→ **Task goal**
Locate each line in the records containing "circle". Copy it.

------------------------------------

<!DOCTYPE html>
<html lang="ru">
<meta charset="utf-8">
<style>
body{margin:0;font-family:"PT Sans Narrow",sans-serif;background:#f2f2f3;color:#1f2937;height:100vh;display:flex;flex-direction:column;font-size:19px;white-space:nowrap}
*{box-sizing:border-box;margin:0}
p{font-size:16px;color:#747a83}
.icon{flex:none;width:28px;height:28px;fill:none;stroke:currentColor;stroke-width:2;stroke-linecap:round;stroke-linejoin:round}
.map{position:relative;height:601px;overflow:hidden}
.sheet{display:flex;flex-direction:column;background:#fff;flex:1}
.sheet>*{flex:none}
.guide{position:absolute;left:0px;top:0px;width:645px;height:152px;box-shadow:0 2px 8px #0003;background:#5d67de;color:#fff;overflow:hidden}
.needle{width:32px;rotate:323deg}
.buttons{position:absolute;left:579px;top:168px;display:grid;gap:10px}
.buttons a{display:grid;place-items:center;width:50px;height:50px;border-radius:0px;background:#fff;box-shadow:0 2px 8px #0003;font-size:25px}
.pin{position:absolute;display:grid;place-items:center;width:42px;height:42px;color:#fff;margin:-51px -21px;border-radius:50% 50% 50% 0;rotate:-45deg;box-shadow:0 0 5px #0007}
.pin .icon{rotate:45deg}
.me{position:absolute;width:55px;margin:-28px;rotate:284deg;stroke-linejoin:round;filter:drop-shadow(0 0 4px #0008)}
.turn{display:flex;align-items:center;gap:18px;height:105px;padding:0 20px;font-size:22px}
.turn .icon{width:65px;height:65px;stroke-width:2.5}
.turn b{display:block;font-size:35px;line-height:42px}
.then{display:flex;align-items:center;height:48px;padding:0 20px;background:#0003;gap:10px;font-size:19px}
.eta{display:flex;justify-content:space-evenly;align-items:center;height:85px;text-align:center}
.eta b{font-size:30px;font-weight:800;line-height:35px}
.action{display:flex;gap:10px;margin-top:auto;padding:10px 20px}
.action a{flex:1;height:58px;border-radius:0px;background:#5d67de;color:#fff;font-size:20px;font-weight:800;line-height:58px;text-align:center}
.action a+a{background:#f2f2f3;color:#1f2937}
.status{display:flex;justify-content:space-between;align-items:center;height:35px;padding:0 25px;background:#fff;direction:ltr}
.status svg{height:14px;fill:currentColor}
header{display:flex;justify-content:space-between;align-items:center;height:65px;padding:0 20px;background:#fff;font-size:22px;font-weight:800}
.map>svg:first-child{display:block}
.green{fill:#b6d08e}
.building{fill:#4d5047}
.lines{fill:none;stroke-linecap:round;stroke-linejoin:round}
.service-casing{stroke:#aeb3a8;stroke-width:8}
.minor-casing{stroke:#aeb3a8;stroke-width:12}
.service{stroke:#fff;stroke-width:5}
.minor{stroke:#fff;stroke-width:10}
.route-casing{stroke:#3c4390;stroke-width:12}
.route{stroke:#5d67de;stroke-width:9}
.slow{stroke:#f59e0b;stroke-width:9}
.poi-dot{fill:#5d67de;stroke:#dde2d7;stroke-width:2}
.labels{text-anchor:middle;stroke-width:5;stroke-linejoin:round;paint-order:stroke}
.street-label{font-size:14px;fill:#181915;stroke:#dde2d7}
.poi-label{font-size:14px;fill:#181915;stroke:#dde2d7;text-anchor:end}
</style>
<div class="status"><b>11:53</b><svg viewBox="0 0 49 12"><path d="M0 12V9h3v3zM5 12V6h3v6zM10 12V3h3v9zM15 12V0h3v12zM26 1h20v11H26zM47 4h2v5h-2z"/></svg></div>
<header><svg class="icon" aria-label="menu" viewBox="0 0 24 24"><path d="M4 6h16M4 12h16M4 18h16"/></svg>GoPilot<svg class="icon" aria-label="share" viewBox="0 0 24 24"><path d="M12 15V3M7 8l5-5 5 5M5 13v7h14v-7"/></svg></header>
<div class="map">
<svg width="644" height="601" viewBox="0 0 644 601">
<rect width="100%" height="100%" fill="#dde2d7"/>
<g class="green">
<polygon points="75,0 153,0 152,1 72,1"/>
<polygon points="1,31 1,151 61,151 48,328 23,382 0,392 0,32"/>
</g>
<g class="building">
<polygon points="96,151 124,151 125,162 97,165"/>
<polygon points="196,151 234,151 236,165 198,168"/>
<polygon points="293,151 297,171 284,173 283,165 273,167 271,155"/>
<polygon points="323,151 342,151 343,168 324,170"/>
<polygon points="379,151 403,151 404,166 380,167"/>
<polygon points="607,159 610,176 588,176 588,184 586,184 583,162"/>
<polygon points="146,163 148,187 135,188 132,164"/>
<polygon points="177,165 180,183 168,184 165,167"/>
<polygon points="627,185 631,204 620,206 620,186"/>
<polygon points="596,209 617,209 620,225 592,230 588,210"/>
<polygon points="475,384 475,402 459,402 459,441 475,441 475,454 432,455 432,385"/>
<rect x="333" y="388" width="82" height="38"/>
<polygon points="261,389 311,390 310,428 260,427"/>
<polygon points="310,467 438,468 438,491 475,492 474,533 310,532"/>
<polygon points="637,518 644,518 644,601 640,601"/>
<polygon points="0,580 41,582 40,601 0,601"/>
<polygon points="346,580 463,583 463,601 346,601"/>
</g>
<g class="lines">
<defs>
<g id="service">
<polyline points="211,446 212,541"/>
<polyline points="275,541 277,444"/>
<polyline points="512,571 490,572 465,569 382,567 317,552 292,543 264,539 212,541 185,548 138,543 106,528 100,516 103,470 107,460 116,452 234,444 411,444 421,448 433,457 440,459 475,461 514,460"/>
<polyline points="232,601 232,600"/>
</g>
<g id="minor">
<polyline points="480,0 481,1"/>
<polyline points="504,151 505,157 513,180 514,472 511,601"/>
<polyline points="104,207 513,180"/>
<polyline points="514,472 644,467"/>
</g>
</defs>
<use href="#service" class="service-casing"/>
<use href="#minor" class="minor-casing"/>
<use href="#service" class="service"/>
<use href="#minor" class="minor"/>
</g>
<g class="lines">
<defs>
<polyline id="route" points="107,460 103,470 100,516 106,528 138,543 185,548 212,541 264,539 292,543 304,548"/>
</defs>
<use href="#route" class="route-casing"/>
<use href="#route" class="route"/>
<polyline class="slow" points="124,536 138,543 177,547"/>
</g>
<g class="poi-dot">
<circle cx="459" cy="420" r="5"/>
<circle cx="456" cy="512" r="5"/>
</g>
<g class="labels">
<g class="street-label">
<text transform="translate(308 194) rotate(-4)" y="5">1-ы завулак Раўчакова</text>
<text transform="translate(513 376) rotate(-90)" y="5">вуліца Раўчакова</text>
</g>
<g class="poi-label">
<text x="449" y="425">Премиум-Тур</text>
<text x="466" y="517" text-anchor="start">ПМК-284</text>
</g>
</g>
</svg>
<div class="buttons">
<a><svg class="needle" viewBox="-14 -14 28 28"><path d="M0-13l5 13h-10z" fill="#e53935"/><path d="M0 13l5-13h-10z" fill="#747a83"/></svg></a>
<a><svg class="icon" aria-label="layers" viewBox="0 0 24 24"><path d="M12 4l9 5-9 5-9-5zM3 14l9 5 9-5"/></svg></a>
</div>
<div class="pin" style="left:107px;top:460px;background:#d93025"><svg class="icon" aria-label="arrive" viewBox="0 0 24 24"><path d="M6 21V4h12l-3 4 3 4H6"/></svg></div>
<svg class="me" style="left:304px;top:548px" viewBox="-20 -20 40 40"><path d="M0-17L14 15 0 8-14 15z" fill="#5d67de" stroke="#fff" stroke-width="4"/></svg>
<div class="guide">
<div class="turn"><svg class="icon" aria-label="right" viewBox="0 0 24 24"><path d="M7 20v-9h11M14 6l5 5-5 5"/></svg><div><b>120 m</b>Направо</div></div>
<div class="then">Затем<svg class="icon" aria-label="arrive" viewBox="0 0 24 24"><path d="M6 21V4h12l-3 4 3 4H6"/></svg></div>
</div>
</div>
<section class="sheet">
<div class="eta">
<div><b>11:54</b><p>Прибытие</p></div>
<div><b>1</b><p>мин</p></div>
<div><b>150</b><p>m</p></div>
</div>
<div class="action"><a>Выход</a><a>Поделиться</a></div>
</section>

------------------------------------

→ **Task response**
<circle cx="459" cy="420" r="5"/>
<circle cx="456" cy="512" r="5"/>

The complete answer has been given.